Product Specifications

Representative Data

Detection of human LAG-3 expression on cynomolgus LAG-3-CHO-K1 stable cells using a PE anti-human LAG-3 antibody (BioLegend, Cat. #369305).

Background

LAG-3 (Lymphocyte-activation gene 3) is a protein receptor in the immunoglobulin superfamily expressed on various immune cells. LAG-3 interacts with major histocompatibility complex class II (MHC-II) molecules on antigen-presenting cells (APCs) to regulate T cell activation and tolerance.

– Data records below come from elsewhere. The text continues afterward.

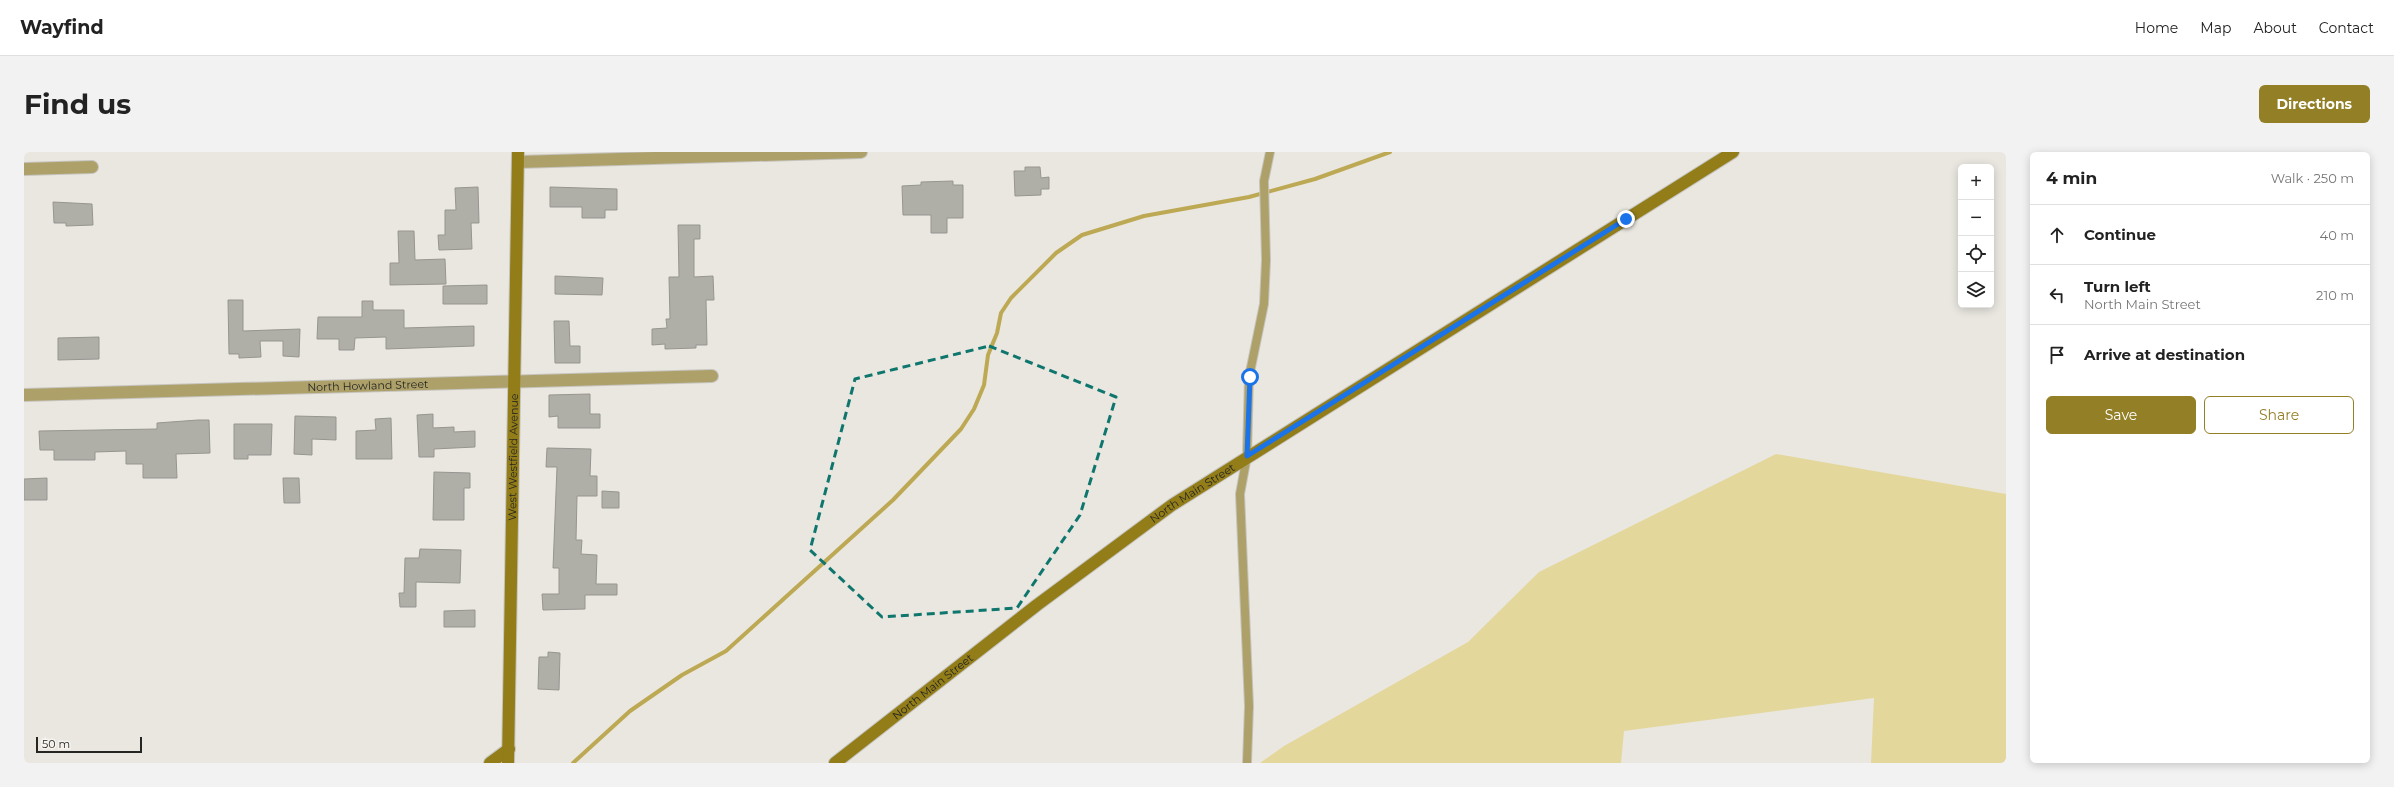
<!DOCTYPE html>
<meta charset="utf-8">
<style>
:root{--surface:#fff;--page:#f2f2f2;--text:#222;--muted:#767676;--line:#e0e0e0;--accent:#927f26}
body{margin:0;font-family:Montserrat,sans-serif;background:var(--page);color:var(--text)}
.controls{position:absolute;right:12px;top:12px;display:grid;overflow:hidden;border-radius:6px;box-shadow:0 2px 10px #0003}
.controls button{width:36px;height:36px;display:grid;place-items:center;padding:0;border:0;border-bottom:1px solid var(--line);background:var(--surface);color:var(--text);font:20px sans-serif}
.scale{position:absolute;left:12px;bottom:10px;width:106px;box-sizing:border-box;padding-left:4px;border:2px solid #252522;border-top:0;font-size:11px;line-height:14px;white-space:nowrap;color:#252522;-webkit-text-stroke:3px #f6f4ee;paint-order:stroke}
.stop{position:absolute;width:12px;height:12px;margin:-9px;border:3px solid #1a73e8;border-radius:50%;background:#fff}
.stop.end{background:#1a73e8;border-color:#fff;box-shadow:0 1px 4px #0008}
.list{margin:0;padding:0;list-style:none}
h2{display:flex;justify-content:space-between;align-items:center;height:52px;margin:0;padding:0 16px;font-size:17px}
h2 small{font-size:13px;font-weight:400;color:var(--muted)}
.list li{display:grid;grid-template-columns:26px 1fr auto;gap:12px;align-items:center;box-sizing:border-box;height:60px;padding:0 16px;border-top:1px solid var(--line)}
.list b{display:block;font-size:15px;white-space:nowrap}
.list p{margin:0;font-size:13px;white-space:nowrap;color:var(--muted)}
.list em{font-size:13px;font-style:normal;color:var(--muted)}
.actions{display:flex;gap:8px;padding:12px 16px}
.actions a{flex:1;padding:9px 0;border:1px solid var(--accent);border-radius:6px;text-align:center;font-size:14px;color:var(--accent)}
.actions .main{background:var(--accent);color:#fff}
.icon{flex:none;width:22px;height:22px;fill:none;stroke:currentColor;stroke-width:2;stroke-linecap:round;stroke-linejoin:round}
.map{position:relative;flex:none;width:1982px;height:611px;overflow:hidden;border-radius:6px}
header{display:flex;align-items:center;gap:24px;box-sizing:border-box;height:56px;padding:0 20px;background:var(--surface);border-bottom:1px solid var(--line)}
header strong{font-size:19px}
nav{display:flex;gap:22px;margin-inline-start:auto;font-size:14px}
.intro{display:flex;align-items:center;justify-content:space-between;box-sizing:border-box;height:96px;padding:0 24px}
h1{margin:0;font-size:28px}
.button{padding:10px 18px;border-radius:6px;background:var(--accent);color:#fff;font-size:14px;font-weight:700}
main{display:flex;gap:24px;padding:0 24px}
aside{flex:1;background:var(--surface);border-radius:6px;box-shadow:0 2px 10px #0003}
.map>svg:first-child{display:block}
.green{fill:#e4d79c}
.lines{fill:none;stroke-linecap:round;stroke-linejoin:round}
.stream{stroke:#bda954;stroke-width:4}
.building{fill:#afaea7;stroke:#97958f}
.lane-casing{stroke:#c6c4be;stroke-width:10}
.street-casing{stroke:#c6c4be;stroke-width:14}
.secondary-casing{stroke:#c6c4be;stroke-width:14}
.lane{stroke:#ada069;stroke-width:8}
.street{stroke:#ada069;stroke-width:12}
.secondary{stroke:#927d19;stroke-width:12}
.route{stroke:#1a73e8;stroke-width:5}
.marked{fill:none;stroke:#0f766e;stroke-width:3;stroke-dasharray:8 5;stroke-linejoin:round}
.labels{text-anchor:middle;stroke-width:3;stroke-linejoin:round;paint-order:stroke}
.street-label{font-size:11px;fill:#252522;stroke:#f6f4ee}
</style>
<header>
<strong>Wayfind</strong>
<nav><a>Home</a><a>Map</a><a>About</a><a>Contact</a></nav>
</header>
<div class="intro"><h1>Find us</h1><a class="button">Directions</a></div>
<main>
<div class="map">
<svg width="1982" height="611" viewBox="0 0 1982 611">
<rect width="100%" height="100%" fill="#e9e7e0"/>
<polygon class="green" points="1752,302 1982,342 1982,611 1847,611 1850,546 1600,579 1597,611 1236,611 1260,594 1444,490 1515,420"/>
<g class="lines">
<polyline class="stream" points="549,611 606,559 658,523 702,499 869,348 937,277 950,257 960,233 964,203 973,181 977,161 987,146 1032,101 1058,83 1120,64 1225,45 1291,27 1366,0"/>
</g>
<g class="building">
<polygon points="1001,15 1016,15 1017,26 1025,25 1025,37 1017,37 1017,43 991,44 990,19 1001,19"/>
<polygon points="929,29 929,33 939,33 939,66 923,66 923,81 907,81 907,63 879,63 878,34 897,33 897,30"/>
<polygon points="454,35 455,71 447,71 448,97 415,98 414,83 421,83 421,58 432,58 431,36"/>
<polygon points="526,35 593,37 593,58 581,58 581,66 558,66 558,55 526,55"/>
<polygon points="29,50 68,52 69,73 42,74 42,71 30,71"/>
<polygon points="654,73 676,73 676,87 670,87 670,125 689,124 690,148 682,148 683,193 672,193 672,196 641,197 641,192 628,193 628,177 643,176 642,167 646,167 645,125 655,125"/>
<polygon points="374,79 390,79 391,108 421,107 422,132 366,133 366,111 375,111"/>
<polygon points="531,124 579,126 578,143 531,142"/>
<polygon points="463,133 463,152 419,152 419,134"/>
<polygon points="204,148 219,148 219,179 276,177 275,205 259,204 259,189 236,189 237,205 215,206 215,202 205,202"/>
<polygon points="338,149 349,149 349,158 380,158 380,176 450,174 450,194 362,197 362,185 331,186 330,198 315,198 315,187 293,187 294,165 338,165"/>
<polygon points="530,169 545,169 546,194 556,194 556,211 531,211"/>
<polygon points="75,185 75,207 34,208 34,186"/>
<polygon points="566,242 566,262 576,262 576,276 534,276 534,264 525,265 525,243"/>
<polygon points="409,262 409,276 430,275 430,280 451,279 451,295 410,297 410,305 395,305 393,263"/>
<polygon points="271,264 312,265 312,288 288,287 288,303 270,302"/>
<polygon points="367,266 368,307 332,307 332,279 352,278 351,267"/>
<polygon points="174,268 185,268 186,301 152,302 153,326 119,326 119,312 102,312 102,299 71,300 71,308 30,308 30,298 16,298 15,279 133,277 133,271"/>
<polygon points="210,272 248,272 247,303 224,303 224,307 210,307"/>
<polygon points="523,296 567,297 566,324 573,324 573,344 553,344 552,388 558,388 557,402 573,403 572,432 593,432 593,443 561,443 561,457 519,458 518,442 535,442 535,416 529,416 533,315 522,315"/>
<polygon points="410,320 446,321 446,336 440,336 440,368 409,368"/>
<polygon points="23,326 23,348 0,348 0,327"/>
<polygon points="259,326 275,326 276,351 260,351"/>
<polygon points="578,339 595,340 595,356 578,356"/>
<polygon points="396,397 437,398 436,431 392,430 392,455 376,455 375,441 380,441 381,406 395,406"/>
<polygon points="451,458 451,475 420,475 420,459"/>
<polygon points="524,500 536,501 535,538 514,537 515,505 524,505"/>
</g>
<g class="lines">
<g class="lane-casing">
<polyline id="lane" points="1223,611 1225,554 1216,342 1223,304 1225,225 1240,152 1242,108 1240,29 1246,0"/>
</g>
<g class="street-casing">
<g id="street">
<polyline points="494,10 837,0"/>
<polyline points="0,17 68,15"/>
<path id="s1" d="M0,243L688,224"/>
</g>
</g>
<g class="secondary-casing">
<g id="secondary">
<polyline points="466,611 485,597"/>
<path id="s2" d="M484,611L494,0"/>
<path id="s3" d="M811,611L1013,453L1148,353L1709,0"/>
</g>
</g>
<use href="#lane" class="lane"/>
<use href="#street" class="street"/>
<use href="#secondary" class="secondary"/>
</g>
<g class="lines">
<polyline class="route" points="1226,225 1223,304 1602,67"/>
</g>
<path class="marked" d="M965,194L1092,245L1056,363L993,456L858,465L786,398L831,227Z"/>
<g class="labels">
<g class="street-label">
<text dy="4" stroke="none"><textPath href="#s1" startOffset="344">North Howland Street</textPath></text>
<text dy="4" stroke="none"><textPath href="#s2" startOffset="306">West Westfield Avenue</textPath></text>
<text dy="4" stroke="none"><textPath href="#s3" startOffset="448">North Main Street</textPath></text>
<text dy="4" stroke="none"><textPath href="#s3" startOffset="124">North Main Street</textPath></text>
</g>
</g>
</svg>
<div class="controls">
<button>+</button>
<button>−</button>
<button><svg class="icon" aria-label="locate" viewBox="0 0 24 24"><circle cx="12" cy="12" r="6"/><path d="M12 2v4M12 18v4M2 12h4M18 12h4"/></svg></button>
<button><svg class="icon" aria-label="layers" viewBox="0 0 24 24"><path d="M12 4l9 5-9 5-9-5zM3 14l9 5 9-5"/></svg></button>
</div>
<div class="scale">50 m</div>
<div class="stop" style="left:1226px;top:225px"></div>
<div class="stop end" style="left:1602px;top:67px"></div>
</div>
<aside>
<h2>4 min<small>Walk · 250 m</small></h2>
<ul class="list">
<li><svg class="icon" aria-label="ahead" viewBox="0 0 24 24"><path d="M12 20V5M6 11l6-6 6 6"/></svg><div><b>Continue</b></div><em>40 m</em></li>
<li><svg class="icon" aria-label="left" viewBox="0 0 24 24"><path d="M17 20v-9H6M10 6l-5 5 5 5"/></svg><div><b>Turn left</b><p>North Main Street</p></div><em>210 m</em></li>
<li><svg class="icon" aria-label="arrive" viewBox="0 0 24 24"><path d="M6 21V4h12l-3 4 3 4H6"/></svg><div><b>Arrive at destination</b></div></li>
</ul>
<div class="actions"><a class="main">Save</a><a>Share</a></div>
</aside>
</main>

By binding to MHC-II, LAG-3 can negatively regulate the activation and proliferation of T cells, promoting immune tolerance and preventing excessive immune responses. LAG-3 is involved in maintaining immune homeostasis and preventing autoimmunity. The expression of LAG-3 in cancer is often upregulated in tumor-infiltrating lymphocytes (TILs) and exhausted T cells within the tumor microenvironment leading to immune dysfunction and impaired antitumor immune responses. Tumor cells may exploit the LAG-3 pathway to evade immune surveillance and promote immune tolerance, thereby facilitating tumor growth and metastasis. The unique property of LAG-3 as an immune checkpoint molecule has led to its exploration as a potential therapeutic target in cancer immunotherapy.

References

Woo SR, Turnis ME, Goldberg MV, et al. Immune inhibitory molecules LAG-3 and PD-1 synergistically regulate T-cell function to promote tumoral immune escape. Cancer Res. 72:917-927.2012

Maruhashi T, Sugiura D, Okazaki IM, et al. LAG-3 inhibits the activation of CD4+ T cells that recognize stable pMHCII through its conformation-dependent recognition of pMHCII. Nat Immunol. 19:1415-1426.2018.

Andrews LP, Cillo AR, Karapetyan L, Kirkwood JM, Workman CJ, Vignali DAA. Molecular Pathways and Mechanisms of LAG3 in Cancer Therapy. Clin Cancer Res. 28:5030-5039. 2022.